Transformer implemented with graph neural network attention layer from Pytorch Geometric. This was a project for PSIML, Practical Seminar for Machine Learning organized by PFE, Petlja, Everseen, and Microsoft in Belgrade 2022.
- Marina Debogović (ETF)
- Marko Njegomir (FTN)
- Anđela Donević (Everseen)
- Nikola Popović (ETH Zurich)
- The attention layer in ViT Encoder is replaced with GATv2 (Graph Attention network).
- Inputs for the GATv2 must be a single graph and an adjacency list.
- To support batches, a disjoint union of graphs in the batch is created, so we get a single graph.
- Output dim from the GATv2 is multiplied by the number of heads
- A new layer is added that reduces the output dim to the input dimensions so the layers can be stacked.
- Inputs for the GATv2 must be a single graph and an adjacency list.
- GATv2 layers can easily be replaced with any other GNN layer in Pytorch Geometric.
- For some specific layers that take more than just vertices and edges some tweaks to the inputs and outputs might be necessary.
Illustration 2 - Attention layer in Vision Transformer's Encoder is replaced with Graph Attention Network.

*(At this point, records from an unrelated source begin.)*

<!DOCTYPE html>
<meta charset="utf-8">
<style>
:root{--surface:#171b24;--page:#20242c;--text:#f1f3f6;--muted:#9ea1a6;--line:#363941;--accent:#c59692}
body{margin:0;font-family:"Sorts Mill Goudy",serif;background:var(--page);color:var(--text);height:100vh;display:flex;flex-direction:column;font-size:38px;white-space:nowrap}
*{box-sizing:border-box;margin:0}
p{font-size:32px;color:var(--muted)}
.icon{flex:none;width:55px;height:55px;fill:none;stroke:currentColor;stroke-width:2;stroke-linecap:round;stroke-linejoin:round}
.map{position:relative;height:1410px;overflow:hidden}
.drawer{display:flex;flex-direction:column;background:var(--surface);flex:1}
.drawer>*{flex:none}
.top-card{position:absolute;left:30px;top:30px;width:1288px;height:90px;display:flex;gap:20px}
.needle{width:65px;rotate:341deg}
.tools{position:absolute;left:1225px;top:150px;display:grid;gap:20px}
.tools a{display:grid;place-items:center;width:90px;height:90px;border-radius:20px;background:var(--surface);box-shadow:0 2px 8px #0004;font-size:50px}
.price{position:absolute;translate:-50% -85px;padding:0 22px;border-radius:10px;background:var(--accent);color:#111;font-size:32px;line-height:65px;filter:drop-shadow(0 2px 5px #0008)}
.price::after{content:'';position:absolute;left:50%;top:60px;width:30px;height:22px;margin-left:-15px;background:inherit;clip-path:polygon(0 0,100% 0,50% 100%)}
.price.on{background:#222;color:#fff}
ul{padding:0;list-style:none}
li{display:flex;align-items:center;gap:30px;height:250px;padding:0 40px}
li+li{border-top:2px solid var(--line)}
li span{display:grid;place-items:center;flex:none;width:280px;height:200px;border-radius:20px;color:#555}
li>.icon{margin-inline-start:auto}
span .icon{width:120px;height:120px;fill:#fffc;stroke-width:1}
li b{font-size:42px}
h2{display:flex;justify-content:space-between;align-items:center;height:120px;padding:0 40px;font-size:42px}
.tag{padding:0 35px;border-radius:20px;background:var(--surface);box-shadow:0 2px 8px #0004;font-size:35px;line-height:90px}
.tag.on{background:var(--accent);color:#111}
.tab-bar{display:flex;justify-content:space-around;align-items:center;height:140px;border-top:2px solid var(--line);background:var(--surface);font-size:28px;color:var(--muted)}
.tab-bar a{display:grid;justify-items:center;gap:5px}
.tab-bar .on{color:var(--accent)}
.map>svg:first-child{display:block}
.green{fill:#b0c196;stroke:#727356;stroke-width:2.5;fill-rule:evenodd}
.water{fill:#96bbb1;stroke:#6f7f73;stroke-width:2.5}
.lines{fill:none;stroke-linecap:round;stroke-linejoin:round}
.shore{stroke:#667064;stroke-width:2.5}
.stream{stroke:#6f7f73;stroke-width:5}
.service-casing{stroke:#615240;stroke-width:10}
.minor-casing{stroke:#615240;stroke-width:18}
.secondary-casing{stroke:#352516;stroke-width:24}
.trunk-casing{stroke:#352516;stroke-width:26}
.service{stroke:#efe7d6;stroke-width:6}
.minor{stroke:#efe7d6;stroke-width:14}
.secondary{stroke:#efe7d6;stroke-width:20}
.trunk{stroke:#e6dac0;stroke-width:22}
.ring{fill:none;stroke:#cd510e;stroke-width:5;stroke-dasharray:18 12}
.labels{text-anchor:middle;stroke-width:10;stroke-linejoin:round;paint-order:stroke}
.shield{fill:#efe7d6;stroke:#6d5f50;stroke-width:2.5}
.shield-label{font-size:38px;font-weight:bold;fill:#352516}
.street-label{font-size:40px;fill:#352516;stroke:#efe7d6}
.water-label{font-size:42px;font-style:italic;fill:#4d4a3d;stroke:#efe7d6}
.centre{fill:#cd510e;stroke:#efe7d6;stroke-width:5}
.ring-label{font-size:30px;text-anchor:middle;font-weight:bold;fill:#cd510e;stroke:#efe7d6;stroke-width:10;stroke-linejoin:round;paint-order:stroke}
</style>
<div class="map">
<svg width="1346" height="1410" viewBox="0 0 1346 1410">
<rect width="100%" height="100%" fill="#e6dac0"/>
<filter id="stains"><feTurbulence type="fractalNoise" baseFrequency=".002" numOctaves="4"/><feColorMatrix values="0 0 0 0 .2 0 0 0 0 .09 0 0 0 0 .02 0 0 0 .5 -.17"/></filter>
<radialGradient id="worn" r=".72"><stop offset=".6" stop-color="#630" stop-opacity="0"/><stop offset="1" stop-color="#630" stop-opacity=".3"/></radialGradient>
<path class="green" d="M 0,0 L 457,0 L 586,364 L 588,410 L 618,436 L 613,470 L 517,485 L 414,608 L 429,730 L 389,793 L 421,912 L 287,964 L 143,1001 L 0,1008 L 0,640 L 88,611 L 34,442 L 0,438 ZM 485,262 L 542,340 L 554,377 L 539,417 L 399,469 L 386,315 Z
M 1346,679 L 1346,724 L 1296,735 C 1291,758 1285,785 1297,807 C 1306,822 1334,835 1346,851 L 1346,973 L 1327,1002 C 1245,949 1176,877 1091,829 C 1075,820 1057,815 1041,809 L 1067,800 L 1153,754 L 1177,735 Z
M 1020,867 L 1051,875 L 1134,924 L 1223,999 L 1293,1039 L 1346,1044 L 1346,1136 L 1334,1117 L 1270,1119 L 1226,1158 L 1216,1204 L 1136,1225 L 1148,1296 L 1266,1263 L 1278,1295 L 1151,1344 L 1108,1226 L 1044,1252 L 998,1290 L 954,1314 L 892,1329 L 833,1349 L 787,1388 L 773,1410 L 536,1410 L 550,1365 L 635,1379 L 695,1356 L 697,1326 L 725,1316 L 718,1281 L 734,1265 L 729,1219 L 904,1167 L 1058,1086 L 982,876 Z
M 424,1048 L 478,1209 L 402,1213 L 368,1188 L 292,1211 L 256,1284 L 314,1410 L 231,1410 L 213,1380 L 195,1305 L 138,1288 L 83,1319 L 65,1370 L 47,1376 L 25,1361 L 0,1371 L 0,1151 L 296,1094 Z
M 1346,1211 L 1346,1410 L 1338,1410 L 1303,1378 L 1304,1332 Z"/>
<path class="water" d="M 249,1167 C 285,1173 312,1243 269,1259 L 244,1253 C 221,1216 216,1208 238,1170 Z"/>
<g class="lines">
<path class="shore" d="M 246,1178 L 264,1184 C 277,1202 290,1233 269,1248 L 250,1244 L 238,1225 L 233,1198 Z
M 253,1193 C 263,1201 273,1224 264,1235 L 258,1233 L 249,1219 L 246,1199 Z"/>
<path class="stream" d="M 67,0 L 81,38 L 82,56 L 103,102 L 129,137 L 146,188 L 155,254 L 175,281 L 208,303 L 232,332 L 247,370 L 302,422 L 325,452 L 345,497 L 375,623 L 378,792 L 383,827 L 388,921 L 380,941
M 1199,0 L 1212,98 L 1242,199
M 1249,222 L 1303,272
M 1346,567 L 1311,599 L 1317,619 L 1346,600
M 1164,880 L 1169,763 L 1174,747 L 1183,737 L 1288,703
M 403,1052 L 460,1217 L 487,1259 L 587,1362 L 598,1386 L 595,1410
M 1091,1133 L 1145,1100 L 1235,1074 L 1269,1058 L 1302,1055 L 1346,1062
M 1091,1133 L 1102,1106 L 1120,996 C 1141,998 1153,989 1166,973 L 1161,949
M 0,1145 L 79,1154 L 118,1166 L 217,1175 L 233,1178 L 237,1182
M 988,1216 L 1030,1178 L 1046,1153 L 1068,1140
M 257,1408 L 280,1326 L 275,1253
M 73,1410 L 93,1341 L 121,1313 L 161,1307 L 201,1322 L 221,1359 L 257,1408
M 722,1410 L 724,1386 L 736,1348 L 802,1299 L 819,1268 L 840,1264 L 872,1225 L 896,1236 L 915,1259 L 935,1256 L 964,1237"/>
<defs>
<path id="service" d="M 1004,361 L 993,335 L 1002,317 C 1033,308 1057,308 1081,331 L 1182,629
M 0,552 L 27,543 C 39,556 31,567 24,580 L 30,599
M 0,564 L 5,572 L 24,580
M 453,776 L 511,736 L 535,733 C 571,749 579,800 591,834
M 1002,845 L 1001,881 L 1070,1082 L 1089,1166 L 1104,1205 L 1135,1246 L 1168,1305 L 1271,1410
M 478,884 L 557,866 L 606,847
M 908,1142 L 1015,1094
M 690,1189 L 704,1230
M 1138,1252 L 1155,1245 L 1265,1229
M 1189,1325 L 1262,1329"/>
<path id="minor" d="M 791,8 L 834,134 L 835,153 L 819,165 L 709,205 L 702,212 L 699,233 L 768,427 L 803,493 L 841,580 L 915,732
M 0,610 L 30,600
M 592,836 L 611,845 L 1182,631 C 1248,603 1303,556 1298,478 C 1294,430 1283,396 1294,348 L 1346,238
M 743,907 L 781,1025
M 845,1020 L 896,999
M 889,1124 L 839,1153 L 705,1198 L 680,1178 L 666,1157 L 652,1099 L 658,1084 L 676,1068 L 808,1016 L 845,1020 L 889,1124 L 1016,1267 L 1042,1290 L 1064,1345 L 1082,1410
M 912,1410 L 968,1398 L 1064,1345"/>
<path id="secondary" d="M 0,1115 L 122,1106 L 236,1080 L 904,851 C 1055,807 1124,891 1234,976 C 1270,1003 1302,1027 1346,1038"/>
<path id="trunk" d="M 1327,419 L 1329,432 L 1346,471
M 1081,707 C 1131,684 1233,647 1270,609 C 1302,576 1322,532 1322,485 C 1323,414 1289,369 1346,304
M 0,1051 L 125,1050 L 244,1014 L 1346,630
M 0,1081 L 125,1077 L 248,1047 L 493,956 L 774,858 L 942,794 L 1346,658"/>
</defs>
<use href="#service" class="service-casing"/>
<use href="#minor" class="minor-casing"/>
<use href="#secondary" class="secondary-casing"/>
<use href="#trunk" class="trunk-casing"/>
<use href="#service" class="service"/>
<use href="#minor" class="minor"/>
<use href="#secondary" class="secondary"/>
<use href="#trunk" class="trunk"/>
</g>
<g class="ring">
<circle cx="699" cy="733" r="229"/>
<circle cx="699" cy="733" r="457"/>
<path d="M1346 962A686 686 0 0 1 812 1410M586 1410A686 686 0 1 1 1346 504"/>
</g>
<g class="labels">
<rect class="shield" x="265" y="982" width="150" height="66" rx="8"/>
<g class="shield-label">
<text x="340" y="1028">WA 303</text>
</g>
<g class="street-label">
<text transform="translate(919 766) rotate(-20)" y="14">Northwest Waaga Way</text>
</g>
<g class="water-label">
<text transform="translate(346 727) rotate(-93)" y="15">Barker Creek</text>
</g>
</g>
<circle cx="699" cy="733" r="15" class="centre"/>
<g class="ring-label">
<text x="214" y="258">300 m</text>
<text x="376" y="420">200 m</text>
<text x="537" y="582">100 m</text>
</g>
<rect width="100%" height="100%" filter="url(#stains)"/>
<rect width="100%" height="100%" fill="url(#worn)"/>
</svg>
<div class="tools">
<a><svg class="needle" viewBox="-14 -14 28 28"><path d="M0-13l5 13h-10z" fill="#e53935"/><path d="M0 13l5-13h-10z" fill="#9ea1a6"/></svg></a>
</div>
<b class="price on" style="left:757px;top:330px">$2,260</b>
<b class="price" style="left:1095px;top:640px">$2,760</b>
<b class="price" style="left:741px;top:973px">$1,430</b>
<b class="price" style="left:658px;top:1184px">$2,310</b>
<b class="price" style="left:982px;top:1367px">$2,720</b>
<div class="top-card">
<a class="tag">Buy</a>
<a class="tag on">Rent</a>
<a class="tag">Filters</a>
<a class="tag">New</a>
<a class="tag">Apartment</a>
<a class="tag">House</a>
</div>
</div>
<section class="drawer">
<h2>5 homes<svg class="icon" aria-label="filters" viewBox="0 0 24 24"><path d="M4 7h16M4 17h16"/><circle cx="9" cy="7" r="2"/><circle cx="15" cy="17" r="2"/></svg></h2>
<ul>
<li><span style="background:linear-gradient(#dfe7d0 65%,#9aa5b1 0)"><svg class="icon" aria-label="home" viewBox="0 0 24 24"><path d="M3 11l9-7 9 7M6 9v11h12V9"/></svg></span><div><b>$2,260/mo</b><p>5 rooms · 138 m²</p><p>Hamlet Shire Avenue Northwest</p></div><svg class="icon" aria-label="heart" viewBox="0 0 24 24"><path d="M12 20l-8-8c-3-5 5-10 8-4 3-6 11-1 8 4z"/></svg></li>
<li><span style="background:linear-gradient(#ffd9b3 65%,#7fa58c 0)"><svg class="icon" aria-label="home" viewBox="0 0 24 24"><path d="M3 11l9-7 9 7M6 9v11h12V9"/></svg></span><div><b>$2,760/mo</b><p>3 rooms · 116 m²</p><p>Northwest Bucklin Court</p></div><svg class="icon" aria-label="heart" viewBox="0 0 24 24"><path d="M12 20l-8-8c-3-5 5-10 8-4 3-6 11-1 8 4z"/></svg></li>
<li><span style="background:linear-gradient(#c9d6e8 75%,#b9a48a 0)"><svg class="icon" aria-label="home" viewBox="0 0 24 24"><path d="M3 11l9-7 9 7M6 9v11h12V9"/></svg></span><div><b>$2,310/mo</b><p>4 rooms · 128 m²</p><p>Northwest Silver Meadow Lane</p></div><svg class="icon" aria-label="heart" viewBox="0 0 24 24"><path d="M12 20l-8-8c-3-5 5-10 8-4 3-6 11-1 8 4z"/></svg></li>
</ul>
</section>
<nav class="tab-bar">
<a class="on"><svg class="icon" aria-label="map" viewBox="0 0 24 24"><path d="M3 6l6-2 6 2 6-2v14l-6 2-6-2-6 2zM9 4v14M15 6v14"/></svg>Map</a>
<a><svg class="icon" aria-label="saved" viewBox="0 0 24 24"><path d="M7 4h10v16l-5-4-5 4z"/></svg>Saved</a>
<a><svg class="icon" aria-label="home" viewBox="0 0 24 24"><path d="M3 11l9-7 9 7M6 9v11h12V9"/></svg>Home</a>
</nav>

- Trained and tested on VM with a single V100 GPU
- Due to time and hardware constraints, models were compared on MNIST and CIFAR10
- There were no pre-trained models on Imagenet with this architecture available, so no transfer learning was possible.
- Training the model on Imagenet first and then finetuning to some other specific task might improve performance.